Common Labeling Issue Creates Minor Setback for Spectrum Pharmaceuticals (Nasdaq: SPPI) Print E-mail
By Justin M. Hall   
Monday, 06 July 2009 07:25
Yesterday, Spectrum Pharmaceuticals (Nasdaq: SPPI) announced receipt of a Complete Response Letter (CRL) for Zevalin from the FDA.  SPPI submitted a supplemental Biologics License Application (sBLA) earlier this year for the use of Zevalin as a first-line consolidation therapy for the treatment of non-Hodgkin’s lymphoma (NHL).  Zevalin is currently approved by the FDA for refractory NHL.

SPPI indicated in their press release that regulators have requested data from the Phase 3 FIT study to support the proposed labeling for Zevalin.

Although this request will postpone Zevalin’s approval, this is a relatively minor setback.  Labeling issues periodically trigger CRLs.  Typically, this is an easy fix.  In most circumstances, labeling issues are often last-call before final approval.


The key is a timely response.  In their release, SPPI indicated that they intend to submit a response or provide the data requested to regulators this Wednesday, July 8.

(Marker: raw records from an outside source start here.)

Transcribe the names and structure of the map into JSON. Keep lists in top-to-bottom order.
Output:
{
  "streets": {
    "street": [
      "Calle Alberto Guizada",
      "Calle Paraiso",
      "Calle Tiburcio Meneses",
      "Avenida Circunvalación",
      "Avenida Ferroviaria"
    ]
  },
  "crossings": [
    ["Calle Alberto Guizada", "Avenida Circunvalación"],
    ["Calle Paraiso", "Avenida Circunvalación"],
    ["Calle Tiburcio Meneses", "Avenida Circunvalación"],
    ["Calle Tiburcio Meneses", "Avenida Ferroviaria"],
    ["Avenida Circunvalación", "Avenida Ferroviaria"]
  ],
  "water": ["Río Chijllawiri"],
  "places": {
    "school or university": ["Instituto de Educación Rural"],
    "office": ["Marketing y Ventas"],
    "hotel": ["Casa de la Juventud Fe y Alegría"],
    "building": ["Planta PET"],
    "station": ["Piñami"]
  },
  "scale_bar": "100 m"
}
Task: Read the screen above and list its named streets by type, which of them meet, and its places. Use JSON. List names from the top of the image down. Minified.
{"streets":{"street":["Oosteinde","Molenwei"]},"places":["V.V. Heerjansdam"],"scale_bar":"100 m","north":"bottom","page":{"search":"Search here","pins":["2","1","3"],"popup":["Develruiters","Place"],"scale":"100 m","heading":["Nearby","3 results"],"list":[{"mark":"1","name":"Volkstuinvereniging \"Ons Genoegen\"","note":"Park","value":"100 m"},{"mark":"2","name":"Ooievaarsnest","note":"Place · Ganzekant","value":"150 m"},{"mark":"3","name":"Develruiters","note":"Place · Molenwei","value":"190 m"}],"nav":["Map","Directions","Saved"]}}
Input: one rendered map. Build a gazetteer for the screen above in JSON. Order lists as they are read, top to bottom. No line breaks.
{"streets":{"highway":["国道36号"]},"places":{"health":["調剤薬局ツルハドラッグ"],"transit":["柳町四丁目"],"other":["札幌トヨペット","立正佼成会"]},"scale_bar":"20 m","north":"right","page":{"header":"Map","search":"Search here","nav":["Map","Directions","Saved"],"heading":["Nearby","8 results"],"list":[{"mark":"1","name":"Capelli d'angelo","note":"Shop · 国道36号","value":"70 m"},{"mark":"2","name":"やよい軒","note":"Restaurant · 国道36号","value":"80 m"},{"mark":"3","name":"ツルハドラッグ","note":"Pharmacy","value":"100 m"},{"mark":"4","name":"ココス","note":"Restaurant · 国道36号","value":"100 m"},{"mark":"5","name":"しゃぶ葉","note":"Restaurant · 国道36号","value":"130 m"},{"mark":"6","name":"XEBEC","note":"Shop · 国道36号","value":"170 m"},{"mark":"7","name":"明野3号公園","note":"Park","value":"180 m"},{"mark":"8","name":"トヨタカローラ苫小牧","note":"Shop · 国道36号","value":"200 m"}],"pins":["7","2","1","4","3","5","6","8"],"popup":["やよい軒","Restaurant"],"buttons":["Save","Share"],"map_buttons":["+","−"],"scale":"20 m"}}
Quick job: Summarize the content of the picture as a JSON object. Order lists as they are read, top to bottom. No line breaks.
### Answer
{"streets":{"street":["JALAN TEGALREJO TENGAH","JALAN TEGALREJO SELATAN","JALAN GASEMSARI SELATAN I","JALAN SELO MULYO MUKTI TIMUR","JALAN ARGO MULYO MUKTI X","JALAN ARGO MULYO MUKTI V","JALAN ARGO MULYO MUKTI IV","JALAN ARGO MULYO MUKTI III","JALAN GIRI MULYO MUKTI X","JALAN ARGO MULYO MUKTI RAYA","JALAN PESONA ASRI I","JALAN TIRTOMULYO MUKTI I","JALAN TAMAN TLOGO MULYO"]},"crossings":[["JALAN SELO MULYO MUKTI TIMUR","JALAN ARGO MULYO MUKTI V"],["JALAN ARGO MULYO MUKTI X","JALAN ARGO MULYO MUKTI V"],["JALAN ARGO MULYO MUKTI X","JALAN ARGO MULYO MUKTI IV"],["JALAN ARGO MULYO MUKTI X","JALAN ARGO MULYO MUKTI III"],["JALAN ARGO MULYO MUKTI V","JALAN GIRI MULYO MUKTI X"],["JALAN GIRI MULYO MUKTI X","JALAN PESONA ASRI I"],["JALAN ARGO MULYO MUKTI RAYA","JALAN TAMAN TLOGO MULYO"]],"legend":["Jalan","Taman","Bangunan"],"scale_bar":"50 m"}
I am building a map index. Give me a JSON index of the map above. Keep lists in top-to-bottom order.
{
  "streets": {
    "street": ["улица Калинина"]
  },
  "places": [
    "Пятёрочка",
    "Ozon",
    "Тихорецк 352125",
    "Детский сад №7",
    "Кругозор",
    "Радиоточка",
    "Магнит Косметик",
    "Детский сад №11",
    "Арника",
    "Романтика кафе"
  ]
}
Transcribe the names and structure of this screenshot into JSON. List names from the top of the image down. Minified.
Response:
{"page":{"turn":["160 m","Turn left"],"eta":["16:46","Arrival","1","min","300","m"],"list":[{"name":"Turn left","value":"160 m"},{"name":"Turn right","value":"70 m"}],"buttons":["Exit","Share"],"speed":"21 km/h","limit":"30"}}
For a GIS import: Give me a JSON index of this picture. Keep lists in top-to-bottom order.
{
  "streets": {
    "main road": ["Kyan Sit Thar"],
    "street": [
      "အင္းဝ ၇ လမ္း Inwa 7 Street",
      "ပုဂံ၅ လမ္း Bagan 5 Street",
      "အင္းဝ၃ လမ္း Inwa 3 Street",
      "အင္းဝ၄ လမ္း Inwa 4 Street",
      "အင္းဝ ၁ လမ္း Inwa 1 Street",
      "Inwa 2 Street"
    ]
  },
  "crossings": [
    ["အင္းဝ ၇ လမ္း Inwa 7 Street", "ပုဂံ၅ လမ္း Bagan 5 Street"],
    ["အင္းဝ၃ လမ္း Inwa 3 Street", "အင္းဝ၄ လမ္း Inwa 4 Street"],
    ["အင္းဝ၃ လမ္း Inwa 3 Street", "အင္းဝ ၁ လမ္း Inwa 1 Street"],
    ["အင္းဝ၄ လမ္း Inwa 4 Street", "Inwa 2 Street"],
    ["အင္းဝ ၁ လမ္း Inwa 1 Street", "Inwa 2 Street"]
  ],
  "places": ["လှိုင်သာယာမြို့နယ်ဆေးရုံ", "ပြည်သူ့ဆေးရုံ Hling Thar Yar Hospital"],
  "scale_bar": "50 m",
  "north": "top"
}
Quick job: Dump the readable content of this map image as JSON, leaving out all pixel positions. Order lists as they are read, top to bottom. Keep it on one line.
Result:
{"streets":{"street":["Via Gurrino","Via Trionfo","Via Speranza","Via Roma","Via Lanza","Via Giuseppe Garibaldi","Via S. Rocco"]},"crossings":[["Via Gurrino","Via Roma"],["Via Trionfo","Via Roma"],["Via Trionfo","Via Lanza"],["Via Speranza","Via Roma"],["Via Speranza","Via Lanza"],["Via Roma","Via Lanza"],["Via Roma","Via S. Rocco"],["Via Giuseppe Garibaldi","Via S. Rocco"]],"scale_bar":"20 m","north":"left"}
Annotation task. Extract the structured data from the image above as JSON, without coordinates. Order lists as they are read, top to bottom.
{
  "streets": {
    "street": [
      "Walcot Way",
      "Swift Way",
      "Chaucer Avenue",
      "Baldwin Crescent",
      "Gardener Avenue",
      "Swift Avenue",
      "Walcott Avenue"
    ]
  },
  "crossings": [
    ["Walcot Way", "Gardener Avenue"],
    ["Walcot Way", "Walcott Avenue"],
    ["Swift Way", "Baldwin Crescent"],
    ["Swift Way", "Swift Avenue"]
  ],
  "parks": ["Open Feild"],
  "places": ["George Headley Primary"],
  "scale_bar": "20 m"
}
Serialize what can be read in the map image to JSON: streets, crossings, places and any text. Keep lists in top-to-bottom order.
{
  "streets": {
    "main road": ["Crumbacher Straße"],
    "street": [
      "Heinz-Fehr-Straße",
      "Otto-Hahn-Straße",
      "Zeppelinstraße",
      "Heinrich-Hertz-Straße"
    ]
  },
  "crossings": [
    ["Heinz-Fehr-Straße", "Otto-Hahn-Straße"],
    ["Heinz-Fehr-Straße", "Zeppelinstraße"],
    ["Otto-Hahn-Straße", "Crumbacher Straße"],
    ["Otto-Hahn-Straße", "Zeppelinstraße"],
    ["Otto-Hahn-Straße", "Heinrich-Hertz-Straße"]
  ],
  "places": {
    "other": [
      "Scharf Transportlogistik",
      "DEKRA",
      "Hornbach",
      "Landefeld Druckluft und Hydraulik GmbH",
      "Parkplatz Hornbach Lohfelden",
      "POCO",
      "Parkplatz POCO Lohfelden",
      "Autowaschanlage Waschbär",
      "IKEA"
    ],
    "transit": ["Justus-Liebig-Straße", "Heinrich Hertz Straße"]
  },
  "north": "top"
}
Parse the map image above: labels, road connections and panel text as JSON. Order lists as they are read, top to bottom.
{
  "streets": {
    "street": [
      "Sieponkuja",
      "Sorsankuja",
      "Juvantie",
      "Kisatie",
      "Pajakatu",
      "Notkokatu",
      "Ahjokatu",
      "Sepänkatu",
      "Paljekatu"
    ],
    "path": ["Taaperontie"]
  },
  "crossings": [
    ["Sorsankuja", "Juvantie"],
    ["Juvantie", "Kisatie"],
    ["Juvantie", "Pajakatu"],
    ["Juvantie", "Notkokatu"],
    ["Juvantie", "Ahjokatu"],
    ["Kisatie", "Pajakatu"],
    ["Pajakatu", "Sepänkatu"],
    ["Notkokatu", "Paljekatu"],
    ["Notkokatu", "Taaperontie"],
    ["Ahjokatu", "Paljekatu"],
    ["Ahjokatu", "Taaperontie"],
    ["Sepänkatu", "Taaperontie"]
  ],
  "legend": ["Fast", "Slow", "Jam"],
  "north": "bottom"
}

SPPI’s response to the CRL will be filed as a resubmission of the Zevalin sBLA.  There are two types of resubmissions, Class 1 and Class 2.  Length of review for the resubmitted application depends on how the FDA classifies the resubmission, which is based on applicant’s response to the CRL.  Class 1 resubmissions are generally reviewed and decided within 60 to 90 days.  A Class 2 submission will usually take regulators six months or longer to review. 

The underlying issue that triggered the CRL involves labeling.  Responses to labeling issues are almost always accepted as Class 1 resubmissions.  Therefore, regulators are likely to accept the Zevalin resubmission as a Class 1 resubmission.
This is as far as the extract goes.